Depression, as I have experienced it, is not a feeling of sadness. Instead, it’s an abyss of nothingness. When I am depressed, there is no joy or sadness. There is only apathy and disinterest. It is anathema to who I am, an otherwise energetic and passionate person. Hiding my depression over the years has largely consisted of my exuding and reflecting merciless positivity. Like any substance, even water, positivity can be poisonous. At excessive levels, positivity becomes toxic.
In her work as a licensed psychotherapist, Whitney Hawkins Goodman, LMFT, has encountered this phenomena of so-called toxic positivity and written about it extensively. The simple table she created (and shared on her Instagram) encapsulates the concept, and the solution, eloquently.
Talking about our feelings can be challenging. Hearing someone share their mental health story about depression or anxiety can be uncomfortable. However, it is imperative that we resist the urge to gloss over their feelings, because they make us uneasy. Telling someone who is facing a hard time to, in essence, “cheer up!” is more than unhelpful; it’s dangerous. Does this mean that you have to engage with everyone’s feelings all the time? No, it doesn’t. One of the best things you can do for someone is to be honest with them about the limits of your capacity to do emotional labor.* However, dismissing or minimizing their feelings or invalidating their experience doesn’t help. Saying things like, “No, you don’t mean that!

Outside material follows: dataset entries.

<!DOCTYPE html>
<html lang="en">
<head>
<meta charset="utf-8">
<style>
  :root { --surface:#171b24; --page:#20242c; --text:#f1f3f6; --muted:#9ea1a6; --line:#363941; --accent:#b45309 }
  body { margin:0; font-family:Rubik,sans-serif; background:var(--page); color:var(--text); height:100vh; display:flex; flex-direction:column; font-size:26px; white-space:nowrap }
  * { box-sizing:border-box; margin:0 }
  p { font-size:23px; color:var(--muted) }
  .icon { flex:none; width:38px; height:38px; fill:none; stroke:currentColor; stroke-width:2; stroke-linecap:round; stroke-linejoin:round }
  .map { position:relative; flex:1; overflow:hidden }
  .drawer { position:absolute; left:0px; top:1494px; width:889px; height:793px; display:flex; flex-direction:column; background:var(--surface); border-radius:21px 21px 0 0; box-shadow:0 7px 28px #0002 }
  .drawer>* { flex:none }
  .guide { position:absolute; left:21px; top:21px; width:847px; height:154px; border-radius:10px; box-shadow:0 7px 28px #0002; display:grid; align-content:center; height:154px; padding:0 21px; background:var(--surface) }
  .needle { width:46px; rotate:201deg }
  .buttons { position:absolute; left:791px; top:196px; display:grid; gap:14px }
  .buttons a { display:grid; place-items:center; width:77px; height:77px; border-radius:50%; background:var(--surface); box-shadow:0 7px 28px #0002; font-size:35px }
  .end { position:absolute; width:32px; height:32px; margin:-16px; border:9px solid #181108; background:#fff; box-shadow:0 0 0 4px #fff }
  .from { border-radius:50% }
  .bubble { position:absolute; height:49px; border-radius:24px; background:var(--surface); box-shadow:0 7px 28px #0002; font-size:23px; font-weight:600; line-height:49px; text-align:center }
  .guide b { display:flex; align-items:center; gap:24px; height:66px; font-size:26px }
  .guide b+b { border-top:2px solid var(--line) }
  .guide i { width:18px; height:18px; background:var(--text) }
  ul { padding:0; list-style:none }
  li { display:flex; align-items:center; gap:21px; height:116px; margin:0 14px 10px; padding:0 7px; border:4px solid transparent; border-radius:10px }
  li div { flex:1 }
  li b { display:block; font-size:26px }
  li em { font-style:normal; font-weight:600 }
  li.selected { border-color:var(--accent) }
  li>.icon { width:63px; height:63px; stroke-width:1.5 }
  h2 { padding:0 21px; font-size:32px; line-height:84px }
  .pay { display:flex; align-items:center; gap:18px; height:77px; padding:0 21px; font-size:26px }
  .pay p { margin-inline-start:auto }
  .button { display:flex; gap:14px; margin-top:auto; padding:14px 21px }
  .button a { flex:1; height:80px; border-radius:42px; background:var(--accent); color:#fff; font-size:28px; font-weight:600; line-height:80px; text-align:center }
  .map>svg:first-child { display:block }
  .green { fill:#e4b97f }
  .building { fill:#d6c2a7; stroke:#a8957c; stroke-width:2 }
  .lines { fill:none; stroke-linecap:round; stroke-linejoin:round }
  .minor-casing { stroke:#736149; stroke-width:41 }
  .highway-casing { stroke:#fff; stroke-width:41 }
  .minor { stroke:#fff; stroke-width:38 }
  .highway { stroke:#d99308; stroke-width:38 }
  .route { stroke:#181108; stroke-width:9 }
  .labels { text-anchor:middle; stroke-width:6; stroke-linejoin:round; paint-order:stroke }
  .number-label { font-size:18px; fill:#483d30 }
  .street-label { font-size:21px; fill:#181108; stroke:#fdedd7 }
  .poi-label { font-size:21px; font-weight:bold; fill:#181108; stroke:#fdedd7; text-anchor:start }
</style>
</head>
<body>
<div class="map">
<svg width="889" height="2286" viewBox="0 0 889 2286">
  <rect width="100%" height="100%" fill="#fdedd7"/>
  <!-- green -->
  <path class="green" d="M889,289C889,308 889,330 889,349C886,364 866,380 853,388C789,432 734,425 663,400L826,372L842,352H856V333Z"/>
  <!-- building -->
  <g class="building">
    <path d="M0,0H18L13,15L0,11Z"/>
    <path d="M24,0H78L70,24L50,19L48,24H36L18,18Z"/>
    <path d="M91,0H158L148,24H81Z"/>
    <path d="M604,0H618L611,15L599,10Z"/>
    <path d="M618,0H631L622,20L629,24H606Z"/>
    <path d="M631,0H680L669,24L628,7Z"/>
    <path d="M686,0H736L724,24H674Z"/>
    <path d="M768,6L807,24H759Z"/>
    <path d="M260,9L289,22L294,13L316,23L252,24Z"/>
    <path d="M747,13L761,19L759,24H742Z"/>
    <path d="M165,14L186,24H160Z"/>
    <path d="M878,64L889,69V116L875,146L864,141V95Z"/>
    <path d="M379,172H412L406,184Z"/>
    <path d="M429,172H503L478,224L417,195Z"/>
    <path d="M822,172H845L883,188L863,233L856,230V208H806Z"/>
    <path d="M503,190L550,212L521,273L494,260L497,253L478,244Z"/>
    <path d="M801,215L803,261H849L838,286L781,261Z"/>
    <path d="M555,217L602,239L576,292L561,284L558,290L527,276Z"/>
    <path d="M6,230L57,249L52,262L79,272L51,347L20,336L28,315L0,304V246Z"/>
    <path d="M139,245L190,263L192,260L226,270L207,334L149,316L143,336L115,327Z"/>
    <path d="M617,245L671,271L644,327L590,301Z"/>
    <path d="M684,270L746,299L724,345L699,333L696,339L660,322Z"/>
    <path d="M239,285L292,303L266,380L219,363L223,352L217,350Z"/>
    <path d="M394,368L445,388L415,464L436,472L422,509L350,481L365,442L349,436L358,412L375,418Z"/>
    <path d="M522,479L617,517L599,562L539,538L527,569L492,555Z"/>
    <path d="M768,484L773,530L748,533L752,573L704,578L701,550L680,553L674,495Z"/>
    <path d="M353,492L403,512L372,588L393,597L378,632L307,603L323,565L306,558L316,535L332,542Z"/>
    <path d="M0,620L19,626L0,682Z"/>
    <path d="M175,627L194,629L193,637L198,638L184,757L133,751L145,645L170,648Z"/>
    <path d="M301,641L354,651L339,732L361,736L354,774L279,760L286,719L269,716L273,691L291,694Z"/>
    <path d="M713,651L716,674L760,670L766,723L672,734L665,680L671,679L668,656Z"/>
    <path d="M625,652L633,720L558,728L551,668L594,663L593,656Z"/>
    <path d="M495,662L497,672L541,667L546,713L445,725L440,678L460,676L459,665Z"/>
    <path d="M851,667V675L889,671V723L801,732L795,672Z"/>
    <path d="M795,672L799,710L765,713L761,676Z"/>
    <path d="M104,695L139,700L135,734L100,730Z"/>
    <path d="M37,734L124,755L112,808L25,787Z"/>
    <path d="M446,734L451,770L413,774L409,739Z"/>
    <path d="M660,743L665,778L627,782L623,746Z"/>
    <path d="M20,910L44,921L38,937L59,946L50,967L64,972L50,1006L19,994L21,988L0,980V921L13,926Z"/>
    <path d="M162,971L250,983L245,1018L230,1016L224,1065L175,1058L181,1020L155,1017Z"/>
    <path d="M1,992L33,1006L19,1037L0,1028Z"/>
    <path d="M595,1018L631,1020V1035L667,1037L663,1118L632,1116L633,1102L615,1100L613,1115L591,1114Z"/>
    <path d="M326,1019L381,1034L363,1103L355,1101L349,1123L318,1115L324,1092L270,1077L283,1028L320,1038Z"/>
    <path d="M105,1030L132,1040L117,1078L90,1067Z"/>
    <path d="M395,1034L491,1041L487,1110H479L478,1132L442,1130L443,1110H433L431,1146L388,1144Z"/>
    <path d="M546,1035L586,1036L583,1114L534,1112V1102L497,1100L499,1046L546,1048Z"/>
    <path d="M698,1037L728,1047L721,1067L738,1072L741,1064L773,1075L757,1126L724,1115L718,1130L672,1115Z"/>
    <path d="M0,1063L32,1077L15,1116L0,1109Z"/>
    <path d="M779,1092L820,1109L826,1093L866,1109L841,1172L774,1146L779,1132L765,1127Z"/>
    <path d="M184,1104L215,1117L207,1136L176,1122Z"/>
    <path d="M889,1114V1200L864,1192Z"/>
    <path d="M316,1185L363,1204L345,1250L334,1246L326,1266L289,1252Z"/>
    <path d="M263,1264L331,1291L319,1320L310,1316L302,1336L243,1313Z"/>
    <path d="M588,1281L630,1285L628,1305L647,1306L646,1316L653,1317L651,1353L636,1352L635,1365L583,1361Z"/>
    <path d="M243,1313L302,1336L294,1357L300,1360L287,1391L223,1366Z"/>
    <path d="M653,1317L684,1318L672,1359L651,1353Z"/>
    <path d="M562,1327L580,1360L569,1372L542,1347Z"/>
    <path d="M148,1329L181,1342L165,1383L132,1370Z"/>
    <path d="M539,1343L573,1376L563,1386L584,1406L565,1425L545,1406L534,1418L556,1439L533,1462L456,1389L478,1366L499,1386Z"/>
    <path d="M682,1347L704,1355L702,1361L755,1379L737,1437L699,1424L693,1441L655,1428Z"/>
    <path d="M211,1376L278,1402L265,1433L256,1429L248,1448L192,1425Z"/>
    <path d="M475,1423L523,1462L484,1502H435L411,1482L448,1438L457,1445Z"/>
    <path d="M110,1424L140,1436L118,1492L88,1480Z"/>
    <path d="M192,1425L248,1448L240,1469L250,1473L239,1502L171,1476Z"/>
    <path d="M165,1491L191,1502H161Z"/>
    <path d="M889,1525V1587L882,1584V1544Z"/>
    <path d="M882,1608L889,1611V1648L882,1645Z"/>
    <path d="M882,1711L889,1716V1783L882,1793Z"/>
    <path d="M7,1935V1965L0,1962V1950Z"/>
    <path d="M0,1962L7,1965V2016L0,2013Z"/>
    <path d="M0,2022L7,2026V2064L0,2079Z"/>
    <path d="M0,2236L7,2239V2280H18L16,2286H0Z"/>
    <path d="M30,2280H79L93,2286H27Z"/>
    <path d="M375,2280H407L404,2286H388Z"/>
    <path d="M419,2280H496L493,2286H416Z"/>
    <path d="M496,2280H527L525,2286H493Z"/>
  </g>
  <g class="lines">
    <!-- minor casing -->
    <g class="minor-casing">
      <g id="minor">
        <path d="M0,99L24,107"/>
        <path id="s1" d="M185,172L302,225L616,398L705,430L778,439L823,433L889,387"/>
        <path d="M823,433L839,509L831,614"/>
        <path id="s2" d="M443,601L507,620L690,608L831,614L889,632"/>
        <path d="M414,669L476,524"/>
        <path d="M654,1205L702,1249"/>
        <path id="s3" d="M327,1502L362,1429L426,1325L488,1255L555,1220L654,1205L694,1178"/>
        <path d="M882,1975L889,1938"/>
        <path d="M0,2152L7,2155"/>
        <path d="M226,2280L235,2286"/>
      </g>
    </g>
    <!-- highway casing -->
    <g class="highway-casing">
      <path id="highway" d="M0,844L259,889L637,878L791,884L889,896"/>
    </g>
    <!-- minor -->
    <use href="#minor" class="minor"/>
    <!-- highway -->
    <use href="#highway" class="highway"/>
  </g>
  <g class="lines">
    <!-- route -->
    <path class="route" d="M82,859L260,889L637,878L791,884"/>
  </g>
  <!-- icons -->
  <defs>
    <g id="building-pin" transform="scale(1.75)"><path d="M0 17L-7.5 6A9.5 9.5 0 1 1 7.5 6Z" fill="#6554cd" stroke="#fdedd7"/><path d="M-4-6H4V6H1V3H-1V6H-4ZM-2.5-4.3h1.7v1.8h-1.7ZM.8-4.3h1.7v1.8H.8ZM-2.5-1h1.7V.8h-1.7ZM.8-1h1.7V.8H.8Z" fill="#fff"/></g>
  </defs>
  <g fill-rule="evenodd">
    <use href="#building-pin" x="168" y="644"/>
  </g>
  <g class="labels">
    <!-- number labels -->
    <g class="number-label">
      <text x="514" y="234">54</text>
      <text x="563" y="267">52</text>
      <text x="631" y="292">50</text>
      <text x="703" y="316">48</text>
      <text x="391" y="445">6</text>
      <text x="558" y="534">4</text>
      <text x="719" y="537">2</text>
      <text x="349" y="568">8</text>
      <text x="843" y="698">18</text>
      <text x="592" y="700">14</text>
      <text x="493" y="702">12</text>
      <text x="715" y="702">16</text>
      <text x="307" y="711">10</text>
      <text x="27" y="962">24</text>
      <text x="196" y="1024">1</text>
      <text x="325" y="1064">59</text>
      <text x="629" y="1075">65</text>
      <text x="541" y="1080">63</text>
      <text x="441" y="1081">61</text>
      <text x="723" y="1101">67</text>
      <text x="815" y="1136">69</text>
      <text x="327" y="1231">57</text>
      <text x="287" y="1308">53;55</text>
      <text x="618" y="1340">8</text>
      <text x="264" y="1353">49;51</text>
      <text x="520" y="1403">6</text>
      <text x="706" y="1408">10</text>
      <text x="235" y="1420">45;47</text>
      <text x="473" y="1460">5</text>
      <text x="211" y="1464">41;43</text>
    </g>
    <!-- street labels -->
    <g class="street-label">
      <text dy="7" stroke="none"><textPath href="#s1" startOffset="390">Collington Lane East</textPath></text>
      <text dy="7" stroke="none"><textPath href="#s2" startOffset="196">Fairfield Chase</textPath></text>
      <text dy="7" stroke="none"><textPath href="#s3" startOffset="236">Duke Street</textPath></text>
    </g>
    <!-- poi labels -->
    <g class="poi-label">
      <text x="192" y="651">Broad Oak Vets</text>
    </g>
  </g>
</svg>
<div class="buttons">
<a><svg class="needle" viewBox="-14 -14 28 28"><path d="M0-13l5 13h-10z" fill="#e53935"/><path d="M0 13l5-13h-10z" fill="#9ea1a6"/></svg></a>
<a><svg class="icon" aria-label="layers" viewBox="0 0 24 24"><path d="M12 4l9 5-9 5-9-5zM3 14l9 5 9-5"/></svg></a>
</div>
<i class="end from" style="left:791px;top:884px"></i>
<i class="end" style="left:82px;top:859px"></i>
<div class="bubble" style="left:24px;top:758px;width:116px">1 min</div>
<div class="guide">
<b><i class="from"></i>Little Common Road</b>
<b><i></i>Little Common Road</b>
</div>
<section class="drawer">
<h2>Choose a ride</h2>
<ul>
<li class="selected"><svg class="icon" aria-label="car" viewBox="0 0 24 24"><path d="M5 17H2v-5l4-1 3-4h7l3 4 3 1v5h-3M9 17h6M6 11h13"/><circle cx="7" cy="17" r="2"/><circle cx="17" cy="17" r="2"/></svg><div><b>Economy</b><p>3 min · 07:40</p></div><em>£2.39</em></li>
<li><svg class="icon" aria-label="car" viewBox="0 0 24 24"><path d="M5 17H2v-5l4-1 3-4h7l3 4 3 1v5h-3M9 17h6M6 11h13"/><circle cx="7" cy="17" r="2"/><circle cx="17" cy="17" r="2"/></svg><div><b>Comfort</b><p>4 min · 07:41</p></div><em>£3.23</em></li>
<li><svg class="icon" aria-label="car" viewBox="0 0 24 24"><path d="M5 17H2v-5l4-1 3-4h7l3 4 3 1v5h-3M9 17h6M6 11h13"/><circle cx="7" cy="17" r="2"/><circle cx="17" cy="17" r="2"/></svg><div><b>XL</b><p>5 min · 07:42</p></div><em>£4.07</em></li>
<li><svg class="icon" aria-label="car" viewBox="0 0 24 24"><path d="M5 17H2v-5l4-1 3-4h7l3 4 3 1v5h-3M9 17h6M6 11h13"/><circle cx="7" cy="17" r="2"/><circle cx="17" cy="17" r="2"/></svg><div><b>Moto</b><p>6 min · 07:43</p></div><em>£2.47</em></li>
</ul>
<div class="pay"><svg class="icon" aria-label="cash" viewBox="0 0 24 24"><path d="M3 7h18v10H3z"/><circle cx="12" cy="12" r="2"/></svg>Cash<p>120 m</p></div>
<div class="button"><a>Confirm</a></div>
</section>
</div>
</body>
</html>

You don’t really want to kill yourself!” or, “You just need to have a positive attitude!” only tells them that you haven’t heard what they are saying.
Validation and hope are the antidote to toxic positivity. If you don’t know what to say, tell the other person that you care about them. Let them know that they are seen. Validate them by affirming that their feelings are real. Even if you believe that their fears or anxieties are unwarranted, their feelings about them still exist. Ask what support they are getting for the situation in which they are in. Support them in reaching out for help. You don’t have to have all the answers, or even a single answer. Just be present and let them know that they are not alone.
*If you find yourself in a position where you do not have the physical or emotional energy to hold space for a person who is experiencing depression or anxiety, tell them kindly. Say, authentically, that you do not have the capacity to support them at this moment. Then, help them identify someone or someplace where they can get the help that they need. Being honest about your own capacity to do productive emotional labor is one of the most compassionate things you can do.
This is really helpful advice. I struggle with what to say and have a tendency to want to help fix things. It’s a shortcoming. So, I usually avoid the conversation for fear of saying the wrong thing. I’m following this blog. You are being very brave. Your actions are inspiring. Thank you.